More pain could be on the way.
“We expect further declines near-term in the Russian stock market,” analysts at JPMorgan Chase wrote in a note to clients on Tuesday. The Wall Street bank downgraded Russian equities to “neutral” from “overweight.”
Analysts at Capital Economics said Tuesday that the most commonly discussed sanctions could knock 1% off Russia’s gross domestic product, but more aggressive measures such as blocking Russia from the SWIFT global payments system could reduce economic output by 5%.
According to Capital Economics, Russia is in a better position to withstand an economic shock than in 2014, when Western sanctions and plummeting oil prices combined to knock roughly 2.5% off the country’s GDP and spark a financial crisis. Russia has more foreign currency reserves, its external debt is lower, and its financial connections with major economies are smaller.
US President Joe Biden plans to impose new sanctions on two parts of eastern Ukraine that Putin recognized as independent, the White House said Monday. But the United States is keeping other measures in reserve.

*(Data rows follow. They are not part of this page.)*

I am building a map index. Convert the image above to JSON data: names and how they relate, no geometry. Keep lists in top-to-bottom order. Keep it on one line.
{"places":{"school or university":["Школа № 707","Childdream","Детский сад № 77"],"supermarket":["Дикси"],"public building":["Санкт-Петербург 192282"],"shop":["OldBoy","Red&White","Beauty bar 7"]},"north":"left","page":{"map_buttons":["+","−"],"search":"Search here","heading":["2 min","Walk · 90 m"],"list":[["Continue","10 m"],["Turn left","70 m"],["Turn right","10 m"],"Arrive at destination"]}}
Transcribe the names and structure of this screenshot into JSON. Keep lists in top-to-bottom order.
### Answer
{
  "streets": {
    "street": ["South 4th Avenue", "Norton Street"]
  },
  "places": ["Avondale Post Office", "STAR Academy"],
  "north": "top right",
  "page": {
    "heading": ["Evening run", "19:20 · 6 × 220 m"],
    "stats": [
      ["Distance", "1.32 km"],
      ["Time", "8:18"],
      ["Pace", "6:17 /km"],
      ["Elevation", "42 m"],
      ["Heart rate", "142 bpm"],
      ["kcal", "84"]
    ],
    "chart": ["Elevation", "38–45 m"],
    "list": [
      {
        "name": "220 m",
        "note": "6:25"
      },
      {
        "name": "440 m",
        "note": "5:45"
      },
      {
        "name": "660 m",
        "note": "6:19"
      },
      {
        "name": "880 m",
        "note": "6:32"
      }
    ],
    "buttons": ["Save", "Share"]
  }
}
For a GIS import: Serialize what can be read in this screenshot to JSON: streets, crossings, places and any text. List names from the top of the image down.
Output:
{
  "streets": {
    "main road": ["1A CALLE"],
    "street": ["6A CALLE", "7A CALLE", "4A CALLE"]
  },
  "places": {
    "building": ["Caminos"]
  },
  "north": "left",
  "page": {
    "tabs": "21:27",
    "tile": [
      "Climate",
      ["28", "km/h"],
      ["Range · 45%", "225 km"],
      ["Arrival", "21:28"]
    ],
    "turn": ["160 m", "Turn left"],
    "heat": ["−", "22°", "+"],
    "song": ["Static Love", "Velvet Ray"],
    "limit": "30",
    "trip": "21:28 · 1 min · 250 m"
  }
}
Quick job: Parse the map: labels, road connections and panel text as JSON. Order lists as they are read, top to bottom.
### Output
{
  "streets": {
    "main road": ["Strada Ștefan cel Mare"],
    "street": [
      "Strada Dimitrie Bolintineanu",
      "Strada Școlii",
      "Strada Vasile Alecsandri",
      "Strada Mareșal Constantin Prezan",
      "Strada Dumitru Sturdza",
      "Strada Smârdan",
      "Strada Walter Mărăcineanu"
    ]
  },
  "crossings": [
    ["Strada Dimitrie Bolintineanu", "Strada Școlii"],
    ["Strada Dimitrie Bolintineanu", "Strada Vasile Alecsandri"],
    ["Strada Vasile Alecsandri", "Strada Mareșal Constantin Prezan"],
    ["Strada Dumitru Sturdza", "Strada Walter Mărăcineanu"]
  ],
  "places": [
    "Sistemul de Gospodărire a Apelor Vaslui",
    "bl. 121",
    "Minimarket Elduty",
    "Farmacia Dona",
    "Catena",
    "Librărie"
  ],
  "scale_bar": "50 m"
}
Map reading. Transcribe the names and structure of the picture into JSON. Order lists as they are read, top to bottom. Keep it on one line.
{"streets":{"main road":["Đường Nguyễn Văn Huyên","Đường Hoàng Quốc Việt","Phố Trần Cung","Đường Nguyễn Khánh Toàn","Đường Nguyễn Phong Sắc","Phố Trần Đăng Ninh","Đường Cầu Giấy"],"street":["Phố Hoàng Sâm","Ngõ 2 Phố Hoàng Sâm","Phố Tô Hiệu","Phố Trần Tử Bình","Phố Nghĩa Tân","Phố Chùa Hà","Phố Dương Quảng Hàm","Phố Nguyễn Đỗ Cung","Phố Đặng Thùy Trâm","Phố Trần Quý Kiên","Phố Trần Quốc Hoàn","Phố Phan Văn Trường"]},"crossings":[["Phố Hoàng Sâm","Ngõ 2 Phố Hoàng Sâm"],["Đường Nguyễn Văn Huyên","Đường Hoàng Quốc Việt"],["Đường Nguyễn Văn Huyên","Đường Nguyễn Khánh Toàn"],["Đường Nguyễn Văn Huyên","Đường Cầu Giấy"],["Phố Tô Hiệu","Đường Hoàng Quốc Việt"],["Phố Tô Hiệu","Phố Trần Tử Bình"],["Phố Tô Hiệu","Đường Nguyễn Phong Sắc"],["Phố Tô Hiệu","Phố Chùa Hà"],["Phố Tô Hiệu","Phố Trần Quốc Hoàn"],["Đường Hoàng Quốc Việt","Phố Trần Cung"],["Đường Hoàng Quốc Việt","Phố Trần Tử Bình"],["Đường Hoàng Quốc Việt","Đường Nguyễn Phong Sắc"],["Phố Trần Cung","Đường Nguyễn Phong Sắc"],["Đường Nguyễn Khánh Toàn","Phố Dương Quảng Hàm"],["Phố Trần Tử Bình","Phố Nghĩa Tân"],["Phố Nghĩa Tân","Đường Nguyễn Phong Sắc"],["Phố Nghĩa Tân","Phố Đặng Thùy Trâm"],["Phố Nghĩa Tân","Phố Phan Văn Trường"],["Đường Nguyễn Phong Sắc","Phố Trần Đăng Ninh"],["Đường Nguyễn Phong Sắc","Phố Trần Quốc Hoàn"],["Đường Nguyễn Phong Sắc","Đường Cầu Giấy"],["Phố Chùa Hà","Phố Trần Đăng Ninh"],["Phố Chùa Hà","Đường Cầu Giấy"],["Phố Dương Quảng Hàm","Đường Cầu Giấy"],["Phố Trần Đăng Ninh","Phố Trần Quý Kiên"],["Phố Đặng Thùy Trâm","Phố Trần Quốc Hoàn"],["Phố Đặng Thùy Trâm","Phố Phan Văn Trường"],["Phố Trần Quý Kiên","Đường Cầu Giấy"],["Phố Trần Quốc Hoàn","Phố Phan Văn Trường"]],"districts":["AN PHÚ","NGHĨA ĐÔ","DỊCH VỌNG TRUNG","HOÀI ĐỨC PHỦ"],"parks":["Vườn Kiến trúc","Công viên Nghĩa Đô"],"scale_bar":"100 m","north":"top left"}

“The Western response has so far been … symbolic,” said analysts at Capital Economics. “The US and EU have said they will announce more sanctions today, though they are expected to still be at the very light end of the scale, in part so that more severe measures could be held back to deter Russia” from further aggression.
Much depends on Putin’s next moves.
“The key question now is how far into Ukraine President Putin wants to go,” said Societe Generale analyst Kit Juckes. “Clearly, pushing beyond the current area of conflict would escalate the situation as Russian troops engaged with Ukrainian forces.”
Russia’s economy could be in for a major shock, but that does not mean there will not be blowback for other countries.
US crude futures jumped nearly 4% to trade at $ 93.50 per barrel on Tuesday. Brent crude, the global benchmark, surged 5% to $ 98 per barrel.
Russia is one of the world’s biggest producers of oil, and a major exporter of natural gas. Investors fear that conflict in Ukraine could limit or stop the flow of Russian gas into Europe, making it much more expensive for people to heat and light their homes.
In a worst case scenario, oil prices could surge as high as $ 140 per barrel, according to Capital Economics. That would add upward pressure to inflation in major economies around the world and make interest rate hikes more likely.
“Given the current high rates of inflation, and corresponding concerns about it feeding higher inflation expectations, it’s possible that this adds to the list of reasons for policymakers to raise interest rates,” wrote analysts at Capital Economics.